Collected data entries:

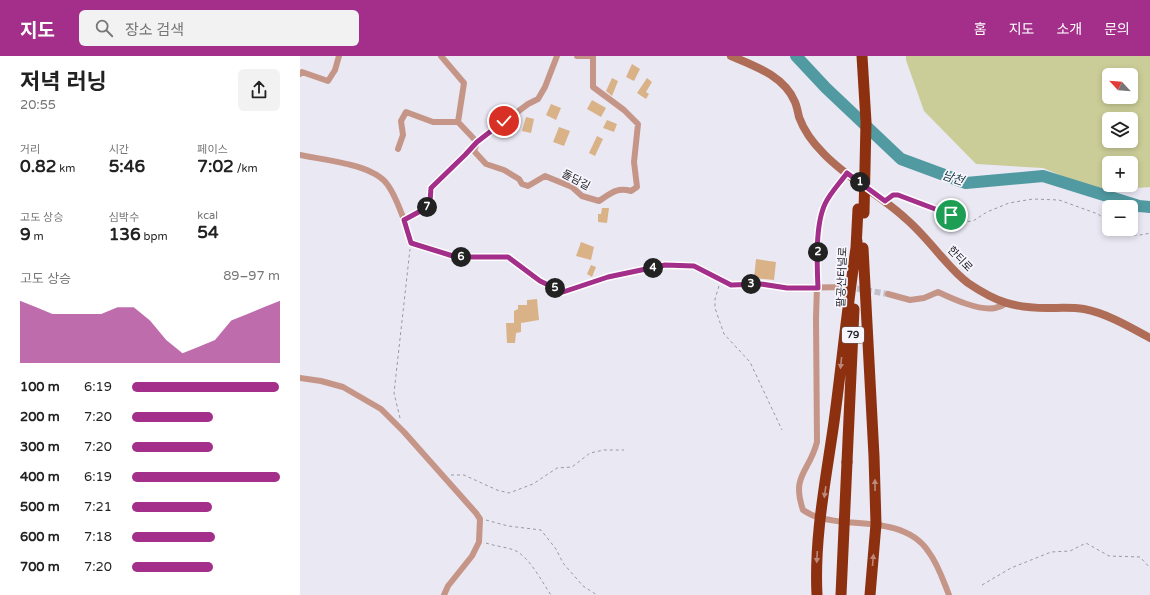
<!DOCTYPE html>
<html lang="ko">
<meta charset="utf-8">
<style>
:root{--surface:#fff;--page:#f2f2f2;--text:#222;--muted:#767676;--accent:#a32f8a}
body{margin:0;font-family:"Varela Round","Noto Sans KR",sans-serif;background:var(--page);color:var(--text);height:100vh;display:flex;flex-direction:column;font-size:15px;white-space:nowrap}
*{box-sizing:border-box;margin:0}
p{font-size:13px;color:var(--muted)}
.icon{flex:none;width:22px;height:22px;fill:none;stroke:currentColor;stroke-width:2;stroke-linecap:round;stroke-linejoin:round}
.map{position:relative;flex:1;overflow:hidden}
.side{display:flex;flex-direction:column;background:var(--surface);width:300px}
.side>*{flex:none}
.needle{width:26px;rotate:296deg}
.fabs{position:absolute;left:802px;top:12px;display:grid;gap:8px}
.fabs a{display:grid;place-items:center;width:36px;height:36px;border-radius:6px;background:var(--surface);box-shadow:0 2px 6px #0003;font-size:20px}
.pin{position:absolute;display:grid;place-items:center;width:34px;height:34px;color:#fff;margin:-17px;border:2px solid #fff;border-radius:50%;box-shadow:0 1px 4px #0007}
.km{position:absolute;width:20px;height:20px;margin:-10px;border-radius:50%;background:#222;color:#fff;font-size:11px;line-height:20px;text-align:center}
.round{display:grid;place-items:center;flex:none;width:42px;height:42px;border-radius:6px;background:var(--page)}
.overview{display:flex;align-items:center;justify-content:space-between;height:68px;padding:0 20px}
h1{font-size:22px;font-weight:700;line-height:30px}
.stats{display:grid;grid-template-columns:repeat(3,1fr);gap:6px;height:68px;padding:4px 20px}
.stats div{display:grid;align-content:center}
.stats b{font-size:17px;font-weight:700}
.stats small{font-size:11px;font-weight:400}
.stats p{font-size:11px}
.chart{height:112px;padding:8px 20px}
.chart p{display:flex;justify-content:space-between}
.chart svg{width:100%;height:72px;margin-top:4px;fill:var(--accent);opacity:.7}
ul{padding:0 20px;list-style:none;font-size:13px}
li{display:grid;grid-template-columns:64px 48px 1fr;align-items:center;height:30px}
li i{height:10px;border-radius:5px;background:var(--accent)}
header{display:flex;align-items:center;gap:24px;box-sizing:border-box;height:56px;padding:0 20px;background:var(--accent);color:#fff}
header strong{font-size:19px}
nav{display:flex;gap:22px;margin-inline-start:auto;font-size:14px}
.search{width:280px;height:36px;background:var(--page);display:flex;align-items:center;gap:10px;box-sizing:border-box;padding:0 14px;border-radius:6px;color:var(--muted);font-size:15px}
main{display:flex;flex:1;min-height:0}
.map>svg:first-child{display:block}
.green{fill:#cbcd98;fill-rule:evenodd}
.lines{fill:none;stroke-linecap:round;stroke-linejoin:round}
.river{stroke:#519aa1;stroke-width:12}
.building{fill:#dab287}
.street-tunnel{stroke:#c2c0ca;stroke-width:6;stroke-dasharray:6 3;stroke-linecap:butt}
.path{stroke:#9a99a1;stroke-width:1;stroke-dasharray:3 3;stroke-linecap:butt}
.street{stroke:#c59688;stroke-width:6}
.secondary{stroke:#af6d58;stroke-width:8}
.highway{stroke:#8d3010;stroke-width:11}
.highway-bridge{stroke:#8d3010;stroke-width:11}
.oneway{fill:#bd897b}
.route-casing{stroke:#fff;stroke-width:8}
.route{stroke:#a32f8a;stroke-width:5}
.labels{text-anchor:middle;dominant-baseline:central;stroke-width:3.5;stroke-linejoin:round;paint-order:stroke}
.shield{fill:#f7f6fe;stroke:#636267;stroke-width:1}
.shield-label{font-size:10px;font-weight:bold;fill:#232226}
.street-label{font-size:11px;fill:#232226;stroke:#f7f6fe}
.water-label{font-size:12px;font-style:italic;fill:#103438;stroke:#f7f6fe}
</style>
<header>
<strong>지도</strong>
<div class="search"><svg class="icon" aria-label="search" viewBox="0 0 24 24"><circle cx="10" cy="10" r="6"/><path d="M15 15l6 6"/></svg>장소 검색</div>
<nav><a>홈</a><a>지도</a><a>소개</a><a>문의</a></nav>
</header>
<main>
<section class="side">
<div class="overview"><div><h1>저녁 러닝</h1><p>20:55</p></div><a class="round"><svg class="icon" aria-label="share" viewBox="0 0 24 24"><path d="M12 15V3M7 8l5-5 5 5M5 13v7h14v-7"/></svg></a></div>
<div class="stats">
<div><p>거리</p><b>0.82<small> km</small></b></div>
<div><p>시간</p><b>5:46</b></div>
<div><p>페이스</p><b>7:02<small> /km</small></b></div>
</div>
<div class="stats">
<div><p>고도 상승</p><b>9<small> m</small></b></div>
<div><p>심박수</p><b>136<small> bpm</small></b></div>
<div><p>kcal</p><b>54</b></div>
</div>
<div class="chart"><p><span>고도 상승</span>89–97 m</p>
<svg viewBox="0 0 160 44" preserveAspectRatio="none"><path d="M0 44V6L10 10L20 14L30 14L40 14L50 14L60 10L70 10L80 18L90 30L100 38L110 34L120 30L130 18L140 14L150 10L160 6V44z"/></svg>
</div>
<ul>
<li><b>100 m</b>6:19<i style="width:99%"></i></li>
<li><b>200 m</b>7:20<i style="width:55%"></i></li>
<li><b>300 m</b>7:20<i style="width:55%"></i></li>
<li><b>400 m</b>6:19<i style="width:100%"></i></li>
<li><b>500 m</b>7:21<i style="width:54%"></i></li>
<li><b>600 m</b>7:18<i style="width:56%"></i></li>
<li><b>700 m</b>7:20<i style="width:55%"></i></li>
</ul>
</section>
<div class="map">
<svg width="850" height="539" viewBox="0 0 850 539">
<rect width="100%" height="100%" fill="#eae8f3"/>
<path class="green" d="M606,0H850V131L799,135L743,112L676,108L624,55L606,4ZM809,19H831V41H809ZM809,63H831V85H809ZM809,107H831V129H809Z"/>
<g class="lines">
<path class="river" d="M496,0L526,32L601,103L666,127L743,120L839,150L850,151"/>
</g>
<path class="building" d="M332,8L340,13L334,25L326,21Z
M312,22L318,25L312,40L306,35Z
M347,22L352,26L346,36L349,38L346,43L337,37Z
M292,44L306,52L301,61L287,53Z
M251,48L261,52L256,64L246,59Z
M226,61L234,63L231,77L222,75Z
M307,64L317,68L314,76L303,72Z
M259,71L270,75L264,90L253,86Z
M297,80L303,83L295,100L289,97Z
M302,152H309L307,167L298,166V158H301Z
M281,186L294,191L291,204L276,200Z
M456,203L476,206L474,224L454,222Z
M291,209L296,211L292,221L287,218Z
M237,243L239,264L221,267V276L216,277L215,287H207L206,267H214V255L218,253V249H227V244Z"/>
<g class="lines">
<path class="street-tunnel" d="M548,231L588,238"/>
<path class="path" d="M590,141L593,139H598L612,143L641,154L663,166L673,165L687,156L709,147L733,143L759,144L798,158L809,166
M106,170L109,180
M817,173C828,181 838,180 850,177
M419,230L415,243V252L424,278L450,306L482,374
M100,362L94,337L110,193
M151,419H164L197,434L209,437L233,428L257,412L272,411L290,397L304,394H324
M186,464L208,470L241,474L256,493L263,507L283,530L297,539
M186,487C195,490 205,491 214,494C229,500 242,526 251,539
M682,529L711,512L751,496L770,495L786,487L809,500L840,501L850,512"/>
<path class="street" d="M141,0L164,27L158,66L177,86L174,95L186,108L204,114L219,123L222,128L228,130L245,120L272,131L282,140L299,145C311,137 317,131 331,135L337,131L334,106L338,68L324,54L293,31V0
M277,0H289
M0,18L2,16L28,25L35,14L39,0
M98,93L103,79L101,65L106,56L133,66H158
M0,99C24,104 72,108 87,128C94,137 100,153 104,164L126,152L130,146L131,132L165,99L177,86L228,48L238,43L245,31L257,0
M547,117L524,148L519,167L516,262L517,386C509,417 491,419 503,454C516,463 529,464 544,466C572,468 610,468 628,495C638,508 643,524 649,539
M111,187L156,201H208L239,225L263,236L308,221L365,209L394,210L431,229L461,228L487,232L547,231
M588,238L610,244L624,242L638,236C653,243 679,255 695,252C699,251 704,249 707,247
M0,322L21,325L43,331L81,353L104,376L176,457L180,463L179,486L172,500L148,530L144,539"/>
<path class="secondary" d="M431,0C455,10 484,20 495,46C497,51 498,56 499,61C504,75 514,88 524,98C548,123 580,139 605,162C618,173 629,186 640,199C649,209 657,219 668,227C696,246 714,252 747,252C759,252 772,251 784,253C806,257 830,271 850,282"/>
<path class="highway" d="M556,192L558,153
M563,192L574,400L576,468L570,539
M547,406L554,253
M517,539C514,481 526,423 534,366C542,306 548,245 557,185"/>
<path class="highway-bridge" d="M562,0L566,66L564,157
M541,539L547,406"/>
</g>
<defs><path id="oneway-solid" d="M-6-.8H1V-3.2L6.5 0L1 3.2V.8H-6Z"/></defs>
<g class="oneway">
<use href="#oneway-solid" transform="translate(541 307) rotate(96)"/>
<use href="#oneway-solid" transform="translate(575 429) rotate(-91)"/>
<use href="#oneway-solid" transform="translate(525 436) rotate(98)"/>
<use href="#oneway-solid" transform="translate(517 501) rotate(93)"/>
<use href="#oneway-solid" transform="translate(573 504) rotate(-85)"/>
</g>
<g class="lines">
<defs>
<path id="route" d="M204,65L177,86L165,99L131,132L130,146L126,152L104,164L111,187L156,201H208L240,225L263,236L308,221L365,209L394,210L431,229L461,228L487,232H518C517,209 515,169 525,148C530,137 540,127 547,117L585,145L593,139H598L651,159"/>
</defs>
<use href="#route" class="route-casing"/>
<use href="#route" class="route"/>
</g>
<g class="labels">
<rect class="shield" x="542" y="271" width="22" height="16" rx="3"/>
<g class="shield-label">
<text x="553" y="279">79</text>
</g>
<g class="street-label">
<text transform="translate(276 124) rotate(28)">돌담길</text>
<text transform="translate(660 203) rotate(46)">한티로</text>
<text transform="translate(542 221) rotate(-88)">팔공산터널로</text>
</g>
<g class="water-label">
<text transform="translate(653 122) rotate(18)">남천</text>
</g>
</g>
</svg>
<div class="fabs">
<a><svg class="needle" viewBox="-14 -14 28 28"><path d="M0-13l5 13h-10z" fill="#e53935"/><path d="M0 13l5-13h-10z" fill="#767676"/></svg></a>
<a><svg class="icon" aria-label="layers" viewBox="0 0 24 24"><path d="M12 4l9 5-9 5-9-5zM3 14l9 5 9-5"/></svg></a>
<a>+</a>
<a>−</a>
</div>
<div class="pin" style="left:651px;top:159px;background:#1e9e55"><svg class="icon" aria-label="arrive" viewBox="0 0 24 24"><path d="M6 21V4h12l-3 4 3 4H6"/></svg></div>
<div class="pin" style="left:204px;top:65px;background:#d93025"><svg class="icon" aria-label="check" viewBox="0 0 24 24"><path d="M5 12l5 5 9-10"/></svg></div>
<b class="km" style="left:560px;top:126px">1</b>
<b class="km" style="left:518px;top:196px">2</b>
<b class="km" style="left:451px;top:228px">3</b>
<b class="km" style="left:353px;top:212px">4</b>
<b class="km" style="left:255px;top:232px">5</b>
<b class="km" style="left:161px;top:201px">6</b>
<b class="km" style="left:127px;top:151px">7</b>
</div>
</main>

WHAT YOU ARE ASKED TO DO
Write out exactly the lines between the start of the data and the line with "solid #fff;border-radius:50%;box-shadow:0 1px", including both, but none of the pictures.

TASK OUTPUT
<!DOCTYPE html>
<html lang="ko">
<meta charset="utf-8">
<style>
:root{--surface:#fff;--page:#f2f2f2;--text:#222;--muted:#767676;--accent:#a32f8a}
body{margin:0;font-family:"Varela Round","Noto Sans KR",sans-serif;background:var(--page);color:var(--text);height:100vh;display:flex;flex-direction:column;font-size:15px;white-space:nowrap}
*{box-sizing:border-box;margin:0}
p{font-size:13px;color:var(--muted)}
.icon{flex:none;width:22px;height:22px;fill:none;stroke:currentColor;stroke-width:2;stroke-linecap:round;stroke-linejoin:round}
.map{position:relative;flex:1;overflow:hidden}
.side{display:flex;flex-direction:column;background:var(--surface);width:300px}
.side>*{flex:none}
.needle{width:26px;rotate:296deg}
.fabs{position:absolute;left:802px;top:12px;display:grid;gap:8px}
.fabs a{display:grid;place-items:center;width:36px;height:36px;border-radius:6px;background:var(--surface);box-shadow:0 2px 6px #0003;font-size:20px}
.pin{position:absolute;display:grid;place-items:center;width:34px;height:34px;color:#fff;margin:-17px;border:2px solid #fff;border-radius:50%;box-shadow:0 1px 4px #0007}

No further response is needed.